▶ **Requirement**: Your answer should restate each line of the data below word for word.

▶ **Records for this exercise**:
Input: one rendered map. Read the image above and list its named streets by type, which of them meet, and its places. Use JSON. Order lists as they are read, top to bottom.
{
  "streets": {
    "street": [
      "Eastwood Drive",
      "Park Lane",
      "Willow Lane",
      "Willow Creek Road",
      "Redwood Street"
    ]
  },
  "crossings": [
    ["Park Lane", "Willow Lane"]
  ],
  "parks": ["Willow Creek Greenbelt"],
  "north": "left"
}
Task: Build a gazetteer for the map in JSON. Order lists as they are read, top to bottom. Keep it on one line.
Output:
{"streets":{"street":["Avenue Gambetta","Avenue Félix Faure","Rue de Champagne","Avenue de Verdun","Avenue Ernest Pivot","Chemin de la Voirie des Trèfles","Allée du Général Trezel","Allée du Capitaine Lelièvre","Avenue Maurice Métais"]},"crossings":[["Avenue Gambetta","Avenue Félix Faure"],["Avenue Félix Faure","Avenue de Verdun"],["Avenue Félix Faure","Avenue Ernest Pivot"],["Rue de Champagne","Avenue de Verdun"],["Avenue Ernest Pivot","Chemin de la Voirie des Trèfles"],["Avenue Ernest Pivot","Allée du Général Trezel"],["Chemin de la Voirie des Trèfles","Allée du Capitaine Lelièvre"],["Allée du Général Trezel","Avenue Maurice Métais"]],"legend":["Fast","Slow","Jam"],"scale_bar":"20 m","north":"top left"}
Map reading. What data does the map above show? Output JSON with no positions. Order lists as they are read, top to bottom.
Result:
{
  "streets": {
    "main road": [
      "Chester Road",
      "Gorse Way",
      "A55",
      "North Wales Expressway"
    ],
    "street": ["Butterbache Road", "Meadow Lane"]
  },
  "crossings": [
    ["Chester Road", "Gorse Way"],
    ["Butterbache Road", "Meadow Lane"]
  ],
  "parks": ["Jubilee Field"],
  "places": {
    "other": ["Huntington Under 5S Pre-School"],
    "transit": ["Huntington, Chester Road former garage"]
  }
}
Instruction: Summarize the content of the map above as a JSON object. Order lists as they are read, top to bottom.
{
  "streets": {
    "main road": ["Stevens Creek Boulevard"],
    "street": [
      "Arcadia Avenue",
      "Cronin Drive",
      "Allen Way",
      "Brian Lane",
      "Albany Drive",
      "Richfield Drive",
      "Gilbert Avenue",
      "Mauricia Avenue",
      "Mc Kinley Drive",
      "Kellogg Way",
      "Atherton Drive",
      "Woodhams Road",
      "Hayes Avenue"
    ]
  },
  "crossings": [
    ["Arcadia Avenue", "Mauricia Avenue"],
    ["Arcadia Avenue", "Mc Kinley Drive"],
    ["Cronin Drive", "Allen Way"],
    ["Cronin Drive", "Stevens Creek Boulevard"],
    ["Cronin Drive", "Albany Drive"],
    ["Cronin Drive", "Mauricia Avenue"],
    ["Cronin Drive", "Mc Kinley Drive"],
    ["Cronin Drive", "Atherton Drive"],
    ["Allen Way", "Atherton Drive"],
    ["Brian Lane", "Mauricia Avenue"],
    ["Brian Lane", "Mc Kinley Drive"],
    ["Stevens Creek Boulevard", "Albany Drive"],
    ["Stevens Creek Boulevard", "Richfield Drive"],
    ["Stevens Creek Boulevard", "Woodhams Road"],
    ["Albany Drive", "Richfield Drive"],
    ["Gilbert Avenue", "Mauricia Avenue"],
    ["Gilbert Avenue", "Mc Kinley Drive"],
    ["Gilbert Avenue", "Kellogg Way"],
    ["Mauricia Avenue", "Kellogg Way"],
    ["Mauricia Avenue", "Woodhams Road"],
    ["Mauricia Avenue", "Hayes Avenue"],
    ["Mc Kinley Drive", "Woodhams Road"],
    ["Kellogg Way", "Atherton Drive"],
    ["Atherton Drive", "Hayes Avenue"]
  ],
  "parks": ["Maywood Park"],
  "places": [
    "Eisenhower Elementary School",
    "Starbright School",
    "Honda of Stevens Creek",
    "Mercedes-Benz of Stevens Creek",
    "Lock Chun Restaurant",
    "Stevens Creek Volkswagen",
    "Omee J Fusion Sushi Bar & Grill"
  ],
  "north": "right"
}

▶ **Task output**:
Input: one rendered map. Read the image above and list its named streets by type, which of them meet, and its places. Use JSON. Order lists as they are read, top to bottom.
{
  "streets": {
    "street": [
      "Eastwood Drive",
      "Park Lane",
      "Willow Lane",
      "Willow Creek Road",
      "Redwood Street"
    ]
  },
  "crossings": [
    ["Park Lane", "Willow Lane"]
  ],
  "parks": ["Willow Creek Greenbelt"],
  "north": "left"
}
Task: Build a gazetteer for the map in JSON. Order lists as they are read, top to bottom. Keep it on one line.
Output:
{"streets":{"street":["Avenue Gambetta","Avenue Félix Faure","Rue de Champagne","Avenue de Verdun","Avenue Ernest Pivot","Chemin de la Voirie des Trèfles","Allée du Général Trezel","Allée du Capitaine Lelièvre","Avenue Maurice Métais"]},"crossings":[["Avenue Gambetta","Avenue Félix Faure"],["Avenue Félix Faure","Avenue de Verdun"],["Avenue Félix Faure","Avenue Ernest Pivot"],["Rue de Champagne","Avenue de Verdun"],["Avenue Ernest Pivot","Chemin de la Voirie des Trèfles"],["Avenue Ernest Pivot","Allée du Général Trezel"],["Chemin de la Voirie des Trèfles","Allée du Capitaine Lelièvre"],["Allée du Général Trezel","Avenue Maurice Métais"]],"legend":["Fast","Slow","Jam"],"scale_bar":"20 m","north":"top left"}
Map reading. What data does the map above show? Output JSON with no positions. Order lists as they are read, top to bottom.
Result:
{
  "streets": {
    "main road": [
      "Chester Road",
      "Gorse Way",
      "A55",
      "North Wales Expressway"
    ],
    "street": ["Butterbache Road", "Meadow Lane"]
  },
  "crossings": [
    ["Chester Road", "Gorse Way"],
    ["Butterbache Road", "Meadow Lane"]
  ],
  "parks": ["Jubilee Field"],
  "places": {
    "other": ["Huntington Under 5S Pre-School"],
    "transit": ["Huntington, Chester Road former garage"]
  }
}
Instruction: Summarize the content of the map above as a JSON object. Order lists as they are read, top to bottom.
{
  "streets": {
    "main road": ["Stevens Creek Boulevard"],
    "street": [
      "Arcadia Avenue",
      "Cronin Drive",
      "Allen Way",
      "Brian Lane",
      "Albany Drive",
      "Richfield Drive",
      "Gilbert Avenue",
      "Mauricia Avenue",
      "Mc Kinley Drive",
      "Kellogg Way",
      "Atherton Drive",
      "Woodhams Road",
      "Hayes Avenue"
    ]
  },
  "crossings": [
    ["Arcadia Avenue", "Mauricia Avenue"],
    ["Arcadia Avenue", "Mc Kinley Drive"],
    ["Cronin Drive", "Allen Way"],
    ["Cronin Drive", "Stevens Creek Boulevard"],
    ["Cronin Drive", "Albany Drive"],
    ["Cronin Drive", "Mauricia Avenue"],
    ["Cronin Drive", "Mc Kinley Drive"],
    ["Cronin Drive", "Atherton Drive"],
    ["Allen Way", "Atherton Drive"],
    ["Brian Lane", "Mauricia Avenue"],
    ["Brian Lane", "Mc Kinley Drive"],
    ["Stevens Creek Boulevard", "Albany Drive"],
    ["Stevens Creek Boulevard", "Richfield Drive"],
    ["Stevens Creek Boulevard", "Woodhams Road"],
    ["Albany Drive", "Richfield Drive"],
    ["Gilbert Avenue", "Mauricia Avenue"],
    ["Gilbert Avenue", "Mc Kinley Drive"],
    ["Gilbert Avenue", "Kellogg Way"],
    ["Mauricia Avenue", "Kellogg Way"],
    ["Mauricia Avenue", "Woodhams Road"],
    ["Mauricia Avenue", "Hayes Avenue"],
    ["Mc Kinley Drive", "Woodhams Road"],
    ["Kellogg Way", "Atherton Drive"],
    ["Atherton Drive", "Hayes Avenue"]
  ],
  "parks": ["Maywood Park"],
  "places": [
    "Eisenhower Elementary School",
    "Starbright School",
    "Honda of Stevens Creek",
    "Mercedes-Benz of Stevens Creek",
    "Lock Chun Restaurant",
    "Stevens Creek Volkswagen",
    "Omee J Fusion Sushi Bar & Grill"
  ],
  "north": "right"
}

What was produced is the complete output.